> **WHAT YOU ARE ASKED TO DO**:
Your answer must consist solely of the lines from the start of the entries below through the line with "0 #b3babf) drop-shadow(-2px", unchanged.

__________

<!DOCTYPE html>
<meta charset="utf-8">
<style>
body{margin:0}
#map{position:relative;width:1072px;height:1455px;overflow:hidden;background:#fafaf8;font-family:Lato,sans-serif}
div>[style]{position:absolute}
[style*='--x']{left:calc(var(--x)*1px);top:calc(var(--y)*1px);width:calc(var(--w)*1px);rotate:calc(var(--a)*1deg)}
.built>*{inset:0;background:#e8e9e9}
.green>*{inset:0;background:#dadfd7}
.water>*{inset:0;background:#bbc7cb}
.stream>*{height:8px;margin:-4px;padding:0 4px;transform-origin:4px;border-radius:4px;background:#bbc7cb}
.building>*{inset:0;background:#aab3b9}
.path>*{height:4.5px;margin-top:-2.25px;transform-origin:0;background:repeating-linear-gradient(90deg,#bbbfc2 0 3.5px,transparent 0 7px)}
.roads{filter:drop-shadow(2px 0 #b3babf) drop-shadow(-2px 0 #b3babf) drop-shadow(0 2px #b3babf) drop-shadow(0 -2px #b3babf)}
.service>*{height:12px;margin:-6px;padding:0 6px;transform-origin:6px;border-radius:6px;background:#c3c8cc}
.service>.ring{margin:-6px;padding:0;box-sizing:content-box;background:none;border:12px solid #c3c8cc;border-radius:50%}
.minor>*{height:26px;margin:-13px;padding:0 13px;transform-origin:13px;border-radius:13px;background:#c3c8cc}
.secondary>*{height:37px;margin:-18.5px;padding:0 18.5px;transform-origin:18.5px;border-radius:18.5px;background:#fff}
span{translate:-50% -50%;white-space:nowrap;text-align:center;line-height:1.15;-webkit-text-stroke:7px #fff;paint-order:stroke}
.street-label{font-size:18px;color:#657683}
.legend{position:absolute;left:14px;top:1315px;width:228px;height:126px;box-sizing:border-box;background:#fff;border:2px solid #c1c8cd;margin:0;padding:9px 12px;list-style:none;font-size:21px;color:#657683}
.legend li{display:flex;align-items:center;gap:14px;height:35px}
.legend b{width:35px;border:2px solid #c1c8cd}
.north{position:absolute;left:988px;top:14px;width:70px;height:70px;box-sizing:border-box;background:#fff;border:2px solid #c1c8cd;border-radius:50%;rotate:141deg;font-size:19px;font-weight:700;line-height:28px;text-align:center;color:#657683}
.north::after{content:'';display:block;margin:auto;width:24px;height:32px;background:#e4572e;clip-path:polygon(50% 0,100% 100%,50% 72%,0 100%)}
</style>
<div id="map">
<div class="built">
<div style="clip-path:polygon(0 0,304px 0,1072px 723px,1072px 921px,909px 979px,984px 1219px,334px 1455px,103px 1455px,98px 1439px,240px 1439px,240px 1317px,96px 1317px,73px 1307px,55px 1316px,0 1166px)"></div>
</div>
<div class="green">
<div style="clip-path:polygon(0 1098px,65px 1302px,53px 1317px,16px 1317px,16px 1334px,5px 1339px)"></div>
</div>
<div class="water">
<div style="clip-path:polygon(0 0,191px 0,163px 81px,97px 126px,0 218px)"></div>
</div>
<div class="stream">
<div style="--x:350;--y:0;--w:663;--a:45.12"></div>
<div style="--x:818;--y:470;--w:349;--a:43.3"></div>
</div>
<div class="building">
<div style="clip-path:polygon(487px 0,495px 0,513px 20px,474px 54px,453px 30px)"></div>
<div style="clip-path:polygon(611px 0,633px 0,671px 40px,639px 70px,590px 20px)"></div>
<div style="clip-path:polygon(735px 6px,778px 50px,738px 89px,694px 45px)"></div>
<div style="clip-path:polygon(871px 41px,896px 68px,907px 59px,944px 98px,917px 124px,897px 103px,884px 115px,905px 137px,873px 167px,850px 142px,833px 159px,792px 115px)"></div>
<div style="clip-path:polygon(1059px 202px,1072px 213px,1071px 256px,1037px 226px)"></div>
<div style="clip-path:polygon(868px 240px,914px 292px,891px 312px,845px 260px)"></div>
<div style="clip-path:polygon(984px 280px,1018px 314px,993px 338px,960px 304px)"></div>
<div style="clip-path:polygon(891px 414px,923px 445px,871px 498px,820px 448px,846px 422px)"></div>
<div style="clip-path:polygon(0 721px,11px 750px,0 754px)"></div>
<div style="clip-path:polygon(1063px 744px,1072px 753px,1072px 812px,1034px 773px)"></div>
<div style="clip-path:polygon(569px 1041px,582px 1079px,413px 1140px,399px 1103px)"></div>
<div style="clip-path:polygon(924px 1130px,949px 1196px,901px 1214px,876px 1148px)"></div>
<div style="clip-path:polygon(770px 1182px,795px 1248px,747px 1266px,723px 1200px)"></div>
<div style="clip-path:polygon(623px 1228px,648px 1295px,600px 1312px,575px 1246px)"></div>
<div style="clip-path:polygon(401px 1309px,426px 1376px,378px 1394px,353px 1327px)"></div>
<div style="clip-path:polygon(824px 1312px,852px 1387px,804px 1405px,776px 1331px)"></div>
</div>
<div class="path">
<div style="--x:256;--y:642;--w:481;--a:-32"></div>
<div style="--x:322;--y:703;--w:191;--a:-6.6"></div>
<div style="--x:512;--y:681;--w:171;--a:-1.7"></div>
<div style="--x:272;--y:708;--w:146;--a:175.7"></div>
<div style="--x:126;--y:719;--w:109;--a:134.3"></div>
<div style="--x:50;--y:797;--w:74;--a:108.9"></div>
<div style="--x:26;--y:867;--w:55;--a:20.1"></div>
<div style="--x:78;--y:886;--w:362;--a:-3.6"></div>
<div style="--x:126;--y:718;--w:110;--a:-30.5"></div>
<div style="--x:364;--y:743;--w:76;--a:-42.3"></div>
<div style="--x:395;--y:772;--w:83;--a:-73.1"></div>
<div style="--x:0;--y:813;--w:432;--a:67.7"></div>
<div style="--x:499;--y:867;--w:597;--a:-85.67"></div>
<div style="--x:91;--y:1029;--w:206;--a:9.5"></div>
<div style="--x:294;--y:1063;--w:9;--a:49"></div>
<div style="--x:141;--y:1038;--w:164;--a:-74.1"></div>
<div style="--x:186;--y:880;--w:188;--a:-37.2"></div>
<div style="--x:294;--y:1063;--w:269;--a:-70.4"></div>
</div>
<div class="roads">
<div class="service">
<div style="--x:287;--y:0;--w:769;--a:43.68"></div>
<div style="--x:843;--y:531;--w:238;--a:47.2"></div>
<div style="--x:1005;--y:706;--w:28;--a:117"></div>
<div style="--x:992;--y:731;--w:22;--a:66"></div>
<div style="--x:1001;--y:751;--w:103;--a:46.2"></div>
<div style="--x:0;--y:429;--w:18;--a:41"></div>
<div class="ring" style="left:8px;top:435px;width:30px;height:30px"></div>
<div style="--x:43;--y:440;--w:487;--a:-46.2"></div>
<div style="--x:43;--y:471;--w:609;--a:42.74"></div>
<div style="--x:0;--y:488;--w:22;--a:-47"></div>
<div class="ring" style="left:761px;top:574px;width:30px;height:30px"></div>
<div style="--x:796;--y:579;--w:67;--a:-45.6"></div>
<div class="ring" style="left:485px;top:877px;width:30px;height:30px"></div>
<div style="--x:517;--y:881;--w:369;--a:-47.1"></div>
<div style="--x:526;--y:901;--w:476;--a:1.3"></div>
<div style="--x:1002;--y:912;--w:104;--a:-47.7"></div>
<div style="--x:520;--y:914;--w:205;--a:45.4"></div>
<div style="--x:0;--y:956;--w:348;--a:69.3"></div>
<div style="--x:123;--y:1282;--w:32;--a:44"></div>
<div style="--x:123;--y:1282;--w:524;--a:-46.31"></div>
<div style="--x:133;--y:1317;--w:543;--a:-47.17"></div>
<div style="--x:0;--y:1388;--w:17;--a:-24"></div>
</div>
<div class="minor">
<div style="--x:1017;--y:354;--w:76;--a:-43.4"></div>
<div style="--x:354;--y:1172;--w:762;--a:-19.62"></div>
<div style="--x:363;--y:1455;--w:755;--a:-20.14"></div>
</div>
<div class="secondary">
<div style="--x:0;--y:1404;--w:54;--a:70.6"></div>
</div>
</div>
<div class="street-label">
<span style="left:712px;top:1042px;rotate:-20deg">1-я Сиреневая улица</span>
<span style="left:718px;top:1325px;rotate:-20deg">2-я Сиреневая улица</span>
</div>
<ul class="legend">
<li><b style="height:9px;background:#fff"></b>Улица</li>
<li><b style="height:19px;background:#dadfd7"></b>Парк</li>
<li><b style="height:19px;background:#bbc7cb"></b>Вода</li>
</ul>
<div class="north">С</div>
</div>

__________

> **TASK ANSWER**:
<!DOCTYPE html>
<meta charset="utf-8">
<style>
body{margin:0}
#map{position:relative;width:1072px;height:1455px;overflow:hidden;background:#fafaf8;font-family:Lato,sans-serif}
div>[style]{position:absolute}
[style*='--x']{left:calc(var(--x)*1px);top:calc(var(--y)*1px);width:calc(var(--w)*1px);rotate:calc(var(--a)*1deg)}
.built>*{inset:0;background:#e8e9e9}
.green>*{inset:0;background:#dadfd7}
.water>*{inset:0;background:#bbc7cb}
.stream>*{height:8px;margin:-4px;padding:0 4px;transform-origin:4px;border-radius:4px;background:#bbc7cb}
.building>*{inset:0;background:#aab3b9}
.path>*{height:4.5px;margin-top:-2.25px;transform-origin:0;background:repeating-linear-gradient(90deg,#bbbfc2 0 3.5px,transparent 0 7px)}
.roads{filter:drop-shadow(2px 0 #b3babf) drop-shadow(-2px 0 #b3babf) drop-shadow(0 2px #b3babf) drop-shadow(0 -2px #b3babf)}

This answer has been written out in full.